The wwPDB recently combined entries that represent large structures (such as ribosomes) across multiple PDB files (SPLIT entries) into single files. These combined structures have been issued new PDB IDs and are represented in the archive in both PDBx/mmCIF and PDBML formats. As announced previously, these files were made available in a separate FTP directory for public testing.

These combined entries will be fully integrated into the main PDB FTP archive on December 10, 2014 as part of the regular weekly update. The corresponding "SPLIT" entries will be removed (obsoleted). Users searching for ID codes of "SPLIT" entries at wwPDB member websites will be automatically redirected to the combined entry.

As part of the same update, a separate directory in the PDB FTP archive will contain a tar file including a collection of "best-effort," limited PDB-format files for large structures that contain authorship, citation details and coordinate data and a mapping file that contains the mapping between the chains present in the the large entry and the chains present in the limited PDB-format files.

After December 10, 2014, large structures (>62 chains and/or 99999 ATOM lines) will only be distributed in the main PDB FTP directory in PDBx/mmCIF and PDBML formats. Structures that do not exceed the limitations of the PDB format will continue to be provided as PDB files in the archive for the foreseeable future.

For more information, visit wwpdb.org.

RCSB PDB's John Westbrook presented New wwPDB Deposition and Annotation System at the International Union of Crystallography's Congress and General Assembly in Montreal City, Canada, in August.

The wwPDB's new system is open for X-ray crystallographic structure depositions at deposit.wwpdb.org/deposition. Since the beginning of 2014, more than 2400 structures have been submitted and more than 800 have been released!

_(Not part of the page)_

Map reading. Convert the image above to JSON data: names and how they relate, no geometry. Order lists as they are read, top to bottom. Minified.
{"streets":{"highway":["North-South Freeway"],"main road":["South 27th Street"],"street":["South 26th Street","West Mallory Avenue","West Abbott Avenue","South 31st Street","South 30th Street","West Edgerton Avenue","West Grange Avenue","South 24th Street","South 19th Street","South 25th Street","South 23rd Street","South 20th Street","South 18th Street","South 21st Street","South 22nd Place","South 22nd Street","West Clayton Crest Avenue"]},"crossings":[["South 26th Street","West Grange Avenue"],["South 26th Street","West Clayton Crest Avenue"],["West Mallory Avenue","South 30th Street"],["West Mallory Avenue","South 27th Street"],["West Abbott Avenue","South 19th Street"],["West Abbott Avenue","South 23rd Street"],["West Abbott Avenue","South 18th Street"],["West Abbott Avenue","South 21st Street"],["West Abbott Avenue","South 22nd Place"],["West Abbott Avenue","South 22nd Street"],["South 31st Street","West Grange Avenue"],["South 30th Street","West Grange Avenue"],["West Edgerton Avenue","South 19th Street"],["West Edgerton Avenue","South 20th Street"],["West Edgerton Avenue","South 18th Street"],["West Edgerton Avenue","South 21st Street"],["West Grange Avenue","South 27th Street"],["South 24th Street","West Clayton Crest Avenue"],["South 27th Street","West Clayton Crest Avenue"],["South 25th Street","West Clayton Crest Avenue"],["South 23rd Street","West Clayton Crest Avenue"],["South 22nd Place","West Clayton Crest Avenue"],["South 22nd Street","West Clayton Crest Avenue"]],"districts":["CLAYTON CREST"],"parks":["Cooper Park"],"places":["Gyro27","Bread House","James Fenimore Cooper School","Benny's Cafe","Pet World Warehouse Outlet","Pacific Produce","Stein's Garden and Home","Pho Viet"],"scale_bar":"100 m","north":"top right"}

Features of the new system include:

  • New data format: Extensible, dictionary-driven PDBx/mmCIF produces more uniform data across the archive
  • Deposition efficiency: ability to replace coordinate and/or experimental data files pre- and post- submission
  • Enhanced communication: "In context" correspondence with wwPDB annotators and ability to preview and download processed files post-submission
  • Improved annotation: Improved ligand chemistry and polymer sequence checks with visual inspection provided during deposition
  • Validation: Geometry and experimental data checking during deposition and annotation is based on recommendations from expert task forces (X-ray, EM, NMR)